BEGIN

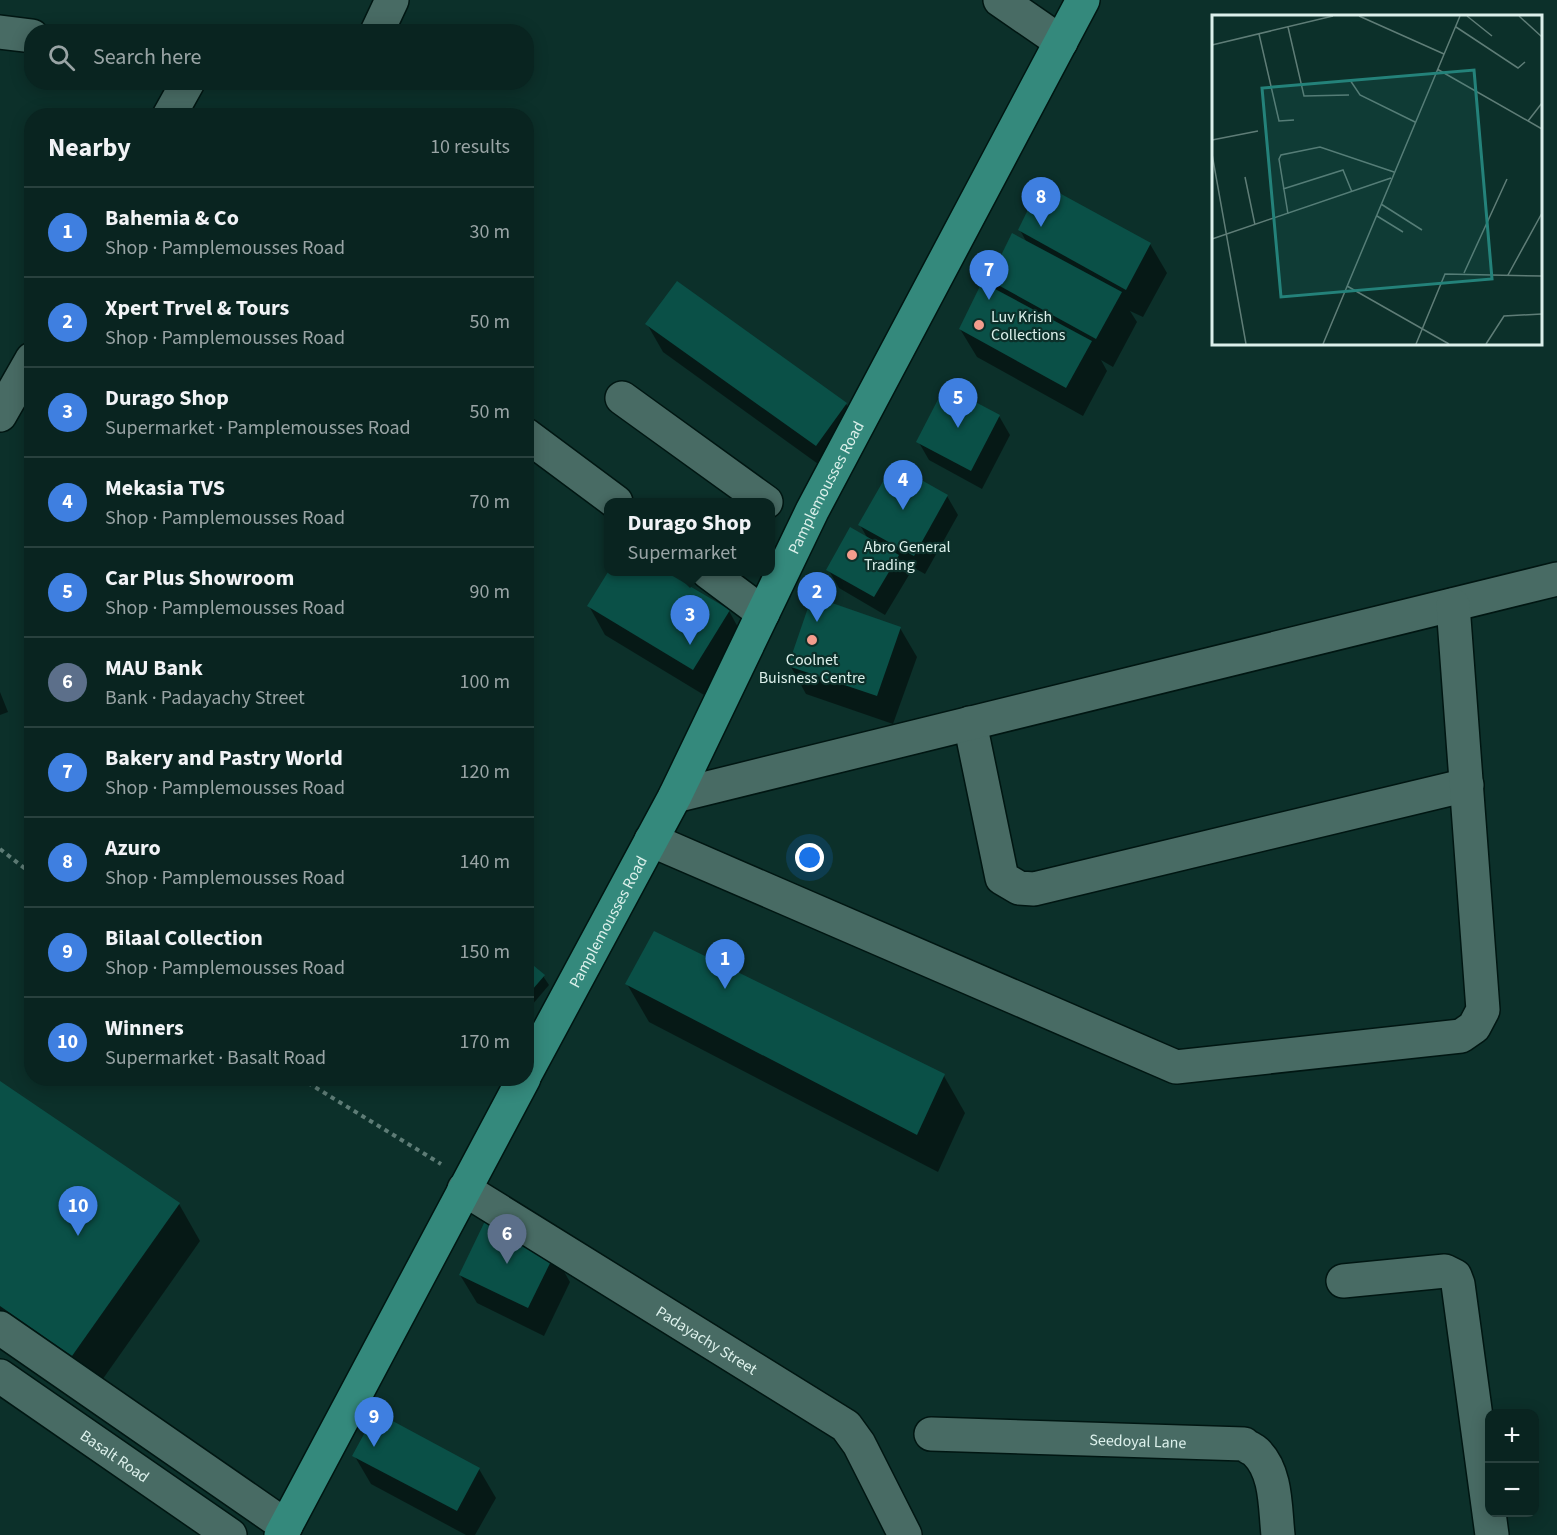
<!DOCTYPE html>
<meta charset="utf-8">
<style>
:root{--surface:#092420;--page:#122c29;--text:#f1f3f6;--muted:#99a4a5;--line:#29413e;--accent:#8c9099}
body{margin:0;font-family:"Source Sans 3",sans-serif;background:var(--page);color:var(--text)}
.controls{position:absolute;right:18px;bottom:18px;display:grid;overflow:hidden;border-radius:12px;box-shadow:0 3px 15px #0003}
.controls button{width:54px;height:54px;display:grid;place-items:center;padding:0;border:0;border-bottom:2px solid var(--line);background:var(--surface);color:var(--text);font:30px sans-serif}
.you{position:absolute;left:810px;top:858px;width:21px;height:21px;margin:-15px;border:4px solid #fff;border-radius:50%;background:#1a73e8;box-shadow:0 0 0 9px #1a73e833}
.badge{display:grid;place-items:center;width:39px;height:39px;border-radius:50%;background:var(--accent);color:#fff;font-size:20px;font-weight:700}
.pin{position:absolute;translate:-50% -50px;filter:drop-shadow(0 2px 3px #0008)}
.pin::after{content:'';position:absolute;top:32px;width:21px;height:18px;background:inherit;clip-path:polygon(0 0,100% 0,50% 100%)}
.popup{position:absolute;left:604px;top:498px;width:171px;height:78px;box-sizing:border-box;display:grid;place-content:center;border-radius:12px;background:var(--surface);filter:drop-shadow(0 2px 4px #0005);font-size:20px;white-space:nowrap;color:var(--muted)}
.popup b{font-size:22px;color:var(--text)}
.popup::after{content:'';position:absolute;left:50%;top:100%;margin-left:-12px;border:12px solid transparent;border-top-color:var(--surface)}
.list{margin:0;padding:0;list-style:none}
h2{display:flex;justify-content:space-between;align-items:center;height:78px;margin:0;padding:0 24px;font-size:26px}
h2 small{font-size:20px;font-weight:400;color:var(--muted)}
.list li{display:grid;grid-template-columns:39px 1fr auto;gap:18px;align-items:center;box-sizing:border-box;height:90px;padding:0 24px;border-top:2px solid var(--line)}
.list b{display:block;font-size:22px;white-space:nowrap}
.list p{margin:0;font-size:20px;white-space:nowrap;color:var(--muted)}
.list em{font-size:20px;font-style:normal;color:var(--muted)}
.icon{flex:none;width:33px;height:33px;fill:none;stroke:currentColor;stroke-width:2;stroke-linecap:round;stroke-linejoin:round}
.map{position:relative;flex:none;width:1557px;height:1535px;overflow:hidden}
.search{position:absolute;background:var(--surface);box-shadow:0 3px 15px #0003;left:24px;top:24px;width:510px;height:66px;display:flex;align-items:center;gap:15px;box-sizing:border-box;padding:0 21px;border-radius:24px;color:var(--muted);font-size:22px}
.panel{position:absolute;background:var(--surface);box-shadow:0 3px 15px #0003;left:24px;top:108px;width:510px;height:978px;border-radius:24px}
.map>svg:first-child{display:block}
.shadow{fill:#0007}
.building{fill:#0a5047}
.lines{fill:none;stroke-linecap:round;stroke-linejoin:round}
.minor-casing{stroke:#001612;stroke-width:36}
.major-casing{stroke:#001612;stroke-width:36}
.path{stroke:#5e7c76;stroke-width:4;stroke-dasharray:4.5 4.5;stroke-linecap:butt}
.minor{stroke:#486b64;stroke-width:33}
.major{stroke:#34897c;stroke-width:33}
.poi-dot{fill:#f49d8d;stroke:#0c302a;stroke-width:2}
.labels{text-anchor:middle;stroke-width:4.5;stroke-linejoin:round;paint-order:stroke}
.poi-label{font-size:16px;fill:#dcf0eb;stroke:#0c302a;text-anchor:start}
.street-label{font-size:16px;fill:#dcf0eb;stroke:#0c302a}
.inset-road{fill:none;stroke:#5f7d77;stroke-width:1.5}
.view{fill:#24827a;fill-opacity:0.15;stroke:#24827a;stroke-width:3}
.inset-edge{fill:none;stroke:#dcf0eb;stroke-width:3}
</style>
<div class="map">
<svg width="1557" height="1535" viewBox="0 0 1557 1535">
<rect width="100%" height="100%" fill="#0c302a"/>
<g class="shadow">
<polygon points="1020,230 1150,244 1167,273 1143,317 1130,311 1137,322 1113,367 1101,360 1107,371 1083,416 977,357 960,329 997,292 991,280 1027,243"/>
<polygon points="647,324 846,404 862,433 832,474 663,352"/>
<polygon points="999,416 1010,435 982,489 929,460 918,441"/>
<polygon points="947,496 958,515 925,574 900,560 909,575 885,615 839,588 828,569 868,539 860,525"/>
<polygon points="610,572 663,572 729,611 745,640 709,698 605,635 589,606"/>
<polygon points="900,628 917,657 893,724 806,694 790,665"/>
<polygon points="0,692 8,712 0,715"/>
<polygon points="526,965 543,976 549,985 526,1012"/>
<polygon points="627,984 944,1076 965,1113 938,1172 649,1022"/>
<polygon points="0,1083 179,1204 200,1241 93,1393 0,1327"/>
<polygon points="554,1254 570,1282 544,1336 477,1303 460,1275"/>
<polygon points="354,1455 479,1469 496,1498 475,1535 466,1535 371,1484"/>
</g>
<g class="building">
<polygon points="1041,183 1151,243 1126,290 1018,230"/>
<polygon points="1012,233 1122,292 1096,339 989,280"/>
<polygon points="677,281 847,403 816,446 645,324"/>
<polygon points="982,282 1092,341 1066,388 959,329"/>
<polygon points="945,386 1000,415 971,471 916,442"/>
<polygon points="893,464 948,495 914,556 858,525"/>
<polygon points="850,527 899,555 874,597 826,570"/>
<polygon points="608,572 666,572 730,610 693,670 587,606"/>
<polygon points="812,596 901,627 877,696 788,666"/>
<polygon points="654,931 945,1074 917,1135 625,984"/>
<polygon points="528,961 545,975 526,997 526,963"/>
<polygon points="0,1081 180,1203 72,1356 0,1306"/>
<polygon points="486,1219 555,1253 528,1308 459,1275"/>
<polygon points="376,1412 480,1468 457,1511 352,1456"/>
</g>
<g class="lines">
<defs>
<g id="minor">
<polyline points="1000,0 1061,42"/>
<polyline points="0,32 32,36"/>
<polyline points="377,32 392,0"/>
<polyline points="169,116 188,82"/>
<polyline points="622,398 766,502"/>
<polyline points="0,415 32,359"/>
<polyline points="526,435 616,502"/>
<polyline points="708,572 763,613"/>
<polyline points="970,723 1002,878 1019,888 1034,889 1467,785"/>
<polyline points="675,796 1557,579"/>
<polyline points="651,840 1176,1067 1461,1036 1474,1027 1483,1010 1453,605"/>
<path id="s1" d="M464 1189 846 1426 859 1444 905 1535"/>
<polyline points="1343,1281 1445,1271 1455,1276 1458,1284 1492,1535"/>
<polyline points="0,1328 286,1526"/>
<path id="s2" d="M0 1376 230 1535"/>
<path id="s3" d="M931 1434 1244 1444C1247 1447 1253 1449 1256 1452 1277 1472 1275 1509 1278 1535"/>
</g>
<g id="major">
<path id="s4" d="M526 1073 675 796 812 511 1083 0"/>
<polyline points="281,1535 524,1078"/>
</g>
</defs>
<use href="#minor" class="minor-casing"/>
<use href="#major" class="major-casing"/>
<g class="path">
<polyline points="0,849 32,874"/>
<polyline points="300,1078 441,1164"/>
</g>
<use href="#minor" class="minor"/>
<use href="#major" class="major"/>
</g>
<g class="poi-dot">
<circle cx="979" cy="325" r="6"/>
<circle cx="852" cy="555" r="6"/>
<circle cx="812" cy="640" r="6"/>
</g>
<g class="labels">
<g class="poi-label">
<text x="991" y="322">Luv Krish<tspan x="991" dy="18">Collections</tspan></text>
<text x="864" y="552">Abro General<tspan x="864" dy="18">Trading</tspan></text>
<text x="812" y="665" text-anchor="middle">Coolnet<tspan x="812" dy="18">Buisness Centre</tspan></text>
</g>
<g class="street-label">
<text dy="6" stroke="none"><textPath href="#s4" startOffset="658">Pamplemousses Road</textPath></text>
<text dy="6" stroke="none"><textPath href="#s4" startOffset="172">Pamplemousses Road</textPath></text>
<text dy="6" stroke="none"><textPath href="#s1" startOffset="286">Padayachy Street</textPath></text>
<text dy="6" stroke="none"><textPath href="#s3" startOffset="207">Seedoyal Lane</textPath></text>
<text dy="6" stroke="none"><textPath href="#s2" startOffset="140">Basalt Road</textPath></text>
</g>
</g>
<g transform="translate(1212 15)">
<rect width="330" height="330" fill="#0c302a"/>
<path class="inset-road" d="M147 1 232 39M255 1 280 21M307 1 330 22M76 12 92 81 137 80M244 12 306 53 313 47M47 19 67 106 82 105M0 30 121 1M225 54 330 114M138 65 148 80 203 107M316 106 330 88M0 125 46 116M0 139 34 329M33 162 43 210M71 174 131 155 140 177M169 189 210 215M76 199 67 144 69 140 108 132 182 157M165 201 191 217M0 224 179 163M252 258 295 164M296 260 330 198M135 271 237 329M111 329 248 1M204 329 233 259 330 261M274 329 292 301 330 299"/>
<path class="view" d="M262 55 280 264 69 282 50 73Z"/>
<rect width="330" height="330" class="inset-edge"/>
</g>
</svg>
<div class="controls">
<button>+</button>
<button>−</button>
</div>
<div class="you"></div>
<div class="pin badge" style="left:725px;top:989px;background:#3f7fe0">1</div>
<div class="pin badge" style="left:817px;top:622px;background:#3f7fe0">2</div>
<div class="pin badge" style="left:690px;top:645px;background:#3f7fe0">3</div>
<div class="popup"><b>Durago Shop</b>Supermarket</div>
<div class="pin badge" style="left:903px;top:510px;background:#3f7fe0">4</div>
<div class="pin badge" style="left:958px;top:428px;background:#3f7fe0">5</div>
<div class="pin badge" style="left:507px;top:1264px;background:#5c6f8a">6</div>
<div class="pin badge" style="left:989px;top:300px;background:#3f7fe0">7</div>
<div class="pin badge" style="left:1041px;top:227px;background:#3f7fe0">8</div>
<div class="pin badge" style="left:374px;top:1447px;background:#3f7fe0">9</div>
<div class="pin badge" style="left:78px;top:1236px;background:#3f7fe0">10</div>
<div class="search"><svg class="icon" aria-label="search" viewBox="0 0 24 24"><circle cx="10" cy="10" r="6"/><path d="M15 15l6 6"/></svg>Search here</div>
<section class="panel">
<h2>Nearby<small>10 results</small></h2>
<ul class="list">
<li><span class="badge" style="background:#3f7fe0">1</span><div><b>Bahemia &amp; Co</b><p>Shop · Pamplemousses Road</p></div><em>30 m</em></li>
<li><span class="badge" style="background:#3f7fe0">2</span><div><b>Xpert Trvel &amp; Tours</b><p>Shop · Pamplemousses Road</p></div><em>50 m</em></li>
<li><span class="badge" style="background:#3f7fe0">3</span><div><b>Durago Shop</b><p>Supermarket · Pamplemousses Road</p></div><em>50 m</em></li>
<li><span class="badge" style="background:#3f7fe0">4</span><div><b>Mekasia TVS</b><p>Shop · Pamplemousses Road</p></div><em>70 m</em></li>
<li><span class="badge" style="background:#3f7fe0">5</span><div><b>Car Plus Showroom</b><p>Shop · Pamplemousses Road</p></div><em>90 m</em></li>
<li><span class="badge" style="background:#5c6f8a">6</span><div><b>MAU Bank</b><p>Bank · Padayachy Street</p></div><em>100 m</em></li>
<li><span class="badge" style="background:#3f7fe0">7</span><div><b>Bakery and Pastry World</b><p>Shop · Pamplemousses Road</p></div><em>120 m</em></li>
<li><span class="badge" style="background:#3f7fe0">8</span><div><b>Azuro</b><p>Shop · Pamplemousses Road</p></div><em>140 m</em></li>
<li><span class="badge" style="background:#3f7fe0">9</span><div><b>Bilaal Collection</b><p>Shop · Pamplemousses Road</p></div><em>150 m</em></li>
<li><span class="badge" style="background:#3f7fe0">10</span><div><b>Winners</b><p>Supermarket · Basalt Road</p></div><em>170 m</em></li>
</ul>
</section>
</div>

END

Every line of the material that includes the word "drop" needs to be copied.

.pin{position:absolute;translate:-50% -50px;filter:drop-shadow(0 2px 3px #0008)}
.popup{position:absolute;left:604px;top:498px;width:171px;height:78px;box-sizing:border-box;display:grid;place-content:center;border-radius:12px;background:var(--surface);filter:drop-shadow(0 2px 4px #0005);font-size:20px;white-space:nowrap;color:var(--muted)}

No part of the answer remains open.